Scientists boost plant yield by 40% through ‘genetic hack’

Published January 17, 2019, 12:00 AM

by manilabulletin_admin

WASHINGTON (AFP) – For years, researchers at the University of Illinois have been trying to find out whether it is possible to genetically modify a crop to boost its growth.

In results published in Science on Thursday, they confirmed they had been successful in making tobacco plants 40 percent bigger thanks to a ”genetic hack” or ”shortcut.”

The wider goal isn’t to produce more tobacco but to apply the technique to wheat or soy beans, in order to meet mankind’s growing appetite.

Their work is part of an international project that is being financed by the Bill and Melinda Gates foundation and the British government, among others.

Farmers have long used fertilizers, pesticides and other agricultural methods to achieve higher productivity, but these techniques appear to have run their course and it is thought unlikely they can extract more significant gains.

The scientists at the university’s Carl R. Woese Institute for Genomic Biology say they have found a way to make the process of photosynthesis, the process by which plants use sunlight to convert carbon dioxide and water into energy, inherently more efficient.

An enzyme called Rubisco is key to the process of converting atmospheric carbon into an organic compound the plant consumes, a process known as ”carbon fixation.”

But the enzyme also acts to ”fix” atmospheric oxygen, converting it into toxic compounds that the plant expends considerable energy eliminating – energy that could otherwise be spent in growing.
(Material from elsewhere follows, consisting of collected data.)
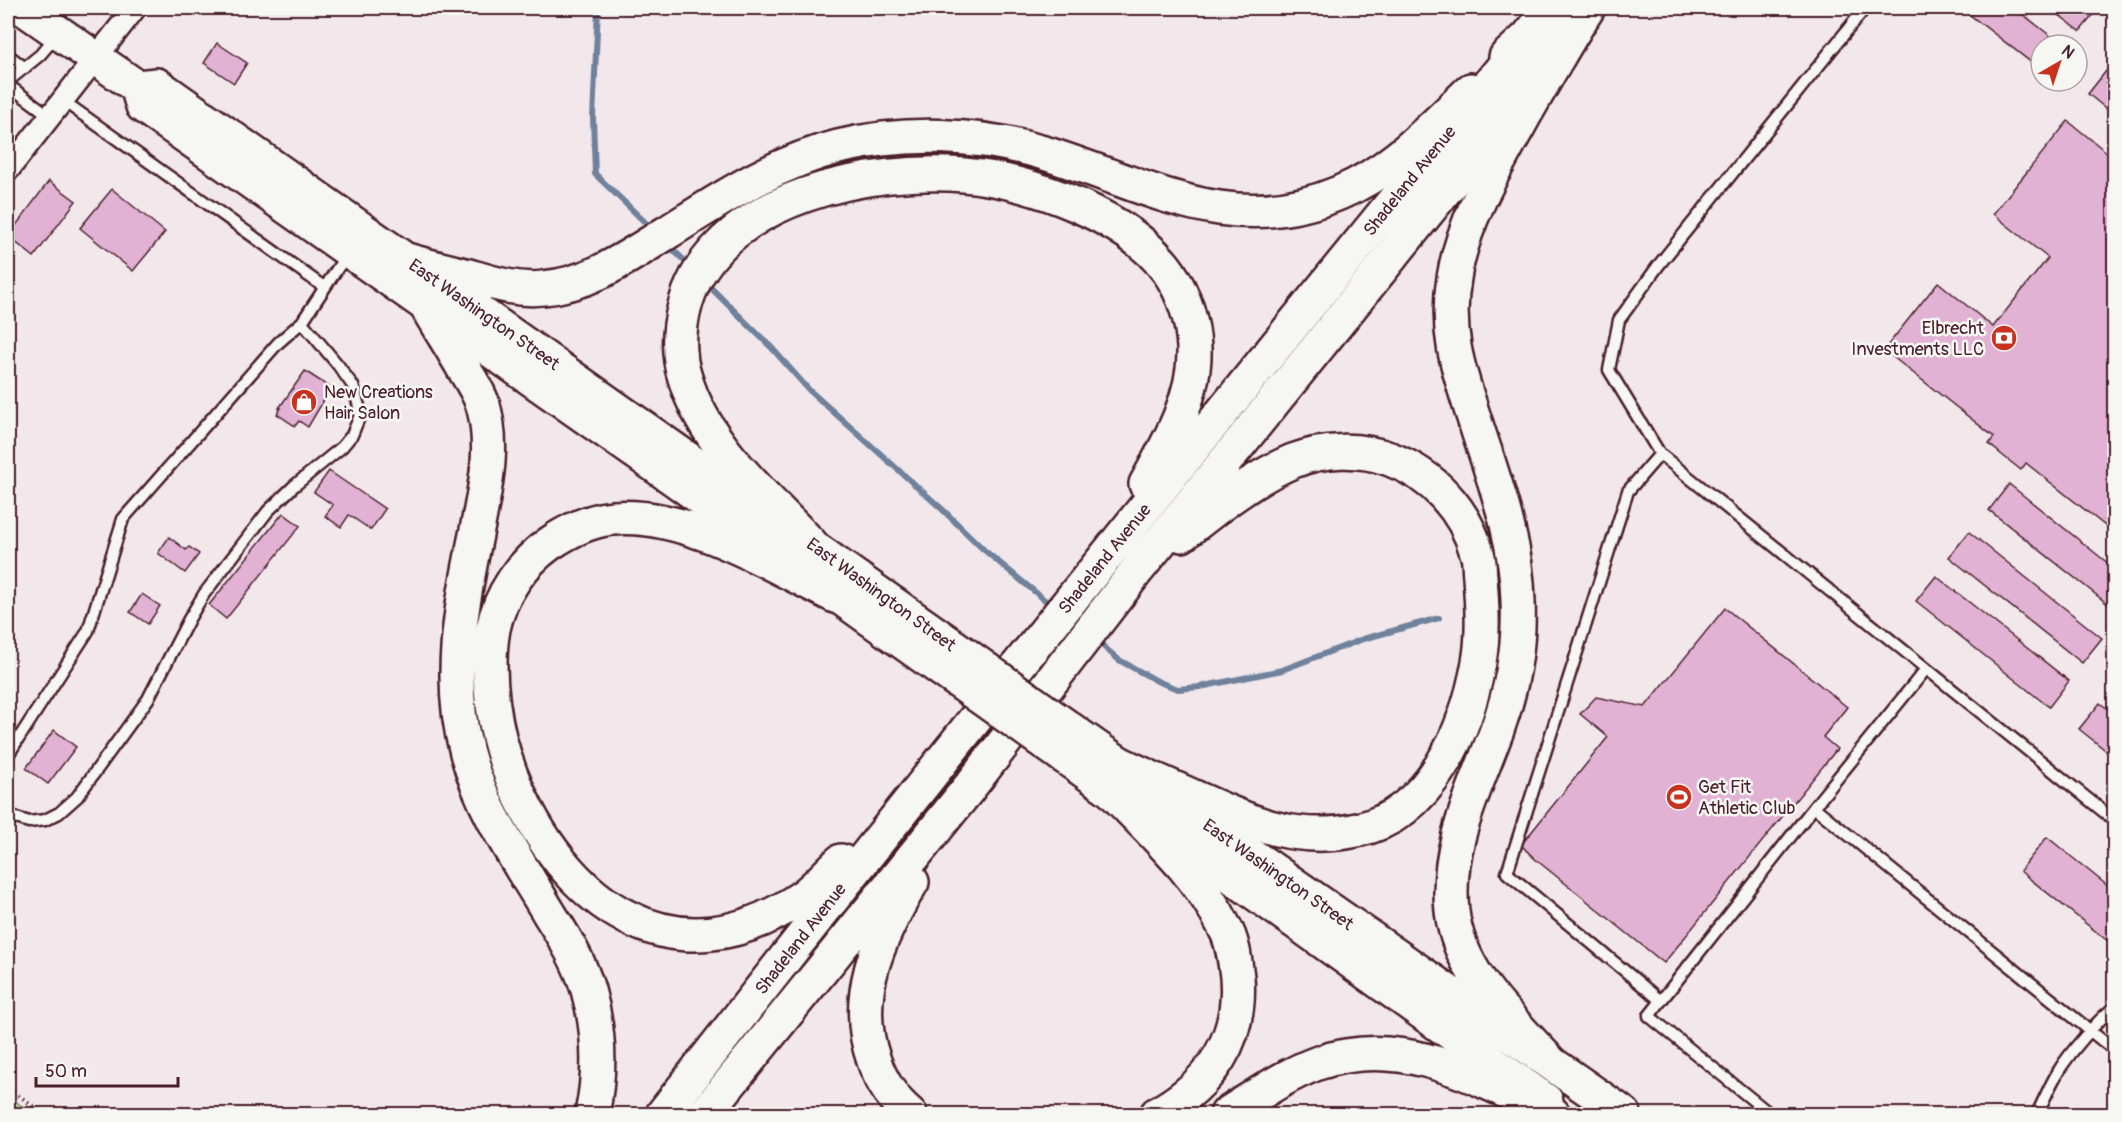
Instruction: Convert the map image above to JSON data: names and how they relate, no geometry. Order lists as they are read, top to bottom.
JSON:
{
  "streets": {
    "main road": ["Shadeland Avenue", "East Washington Street"]
  },
  "places": {
    "bank": ["Elbrecht Investments LLC"],
    "shop": ["New Creations Hair Salon"],
    "sports": ["Get Fit Athletic Club"]
  },
  "scale_bar": "50 m",
  "north": "top right"
}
This competing process is known as photorespiration.

The Illinois team came up with the idea of implanting bits of algae DNA into the tobacco plant’s cells to create a type of biological shortcut that would speed up photorespiration.

Lead author Donald Ort told AFP: ”If you take a shortcut, when you’re driving your car, you travel less distance, and you use less fuel.”

When a plant uses less energy on photorespiration, it ”is able to take that energy and put it into plant growth and plant productivity, rather than using it to metabolize this toxic compound.”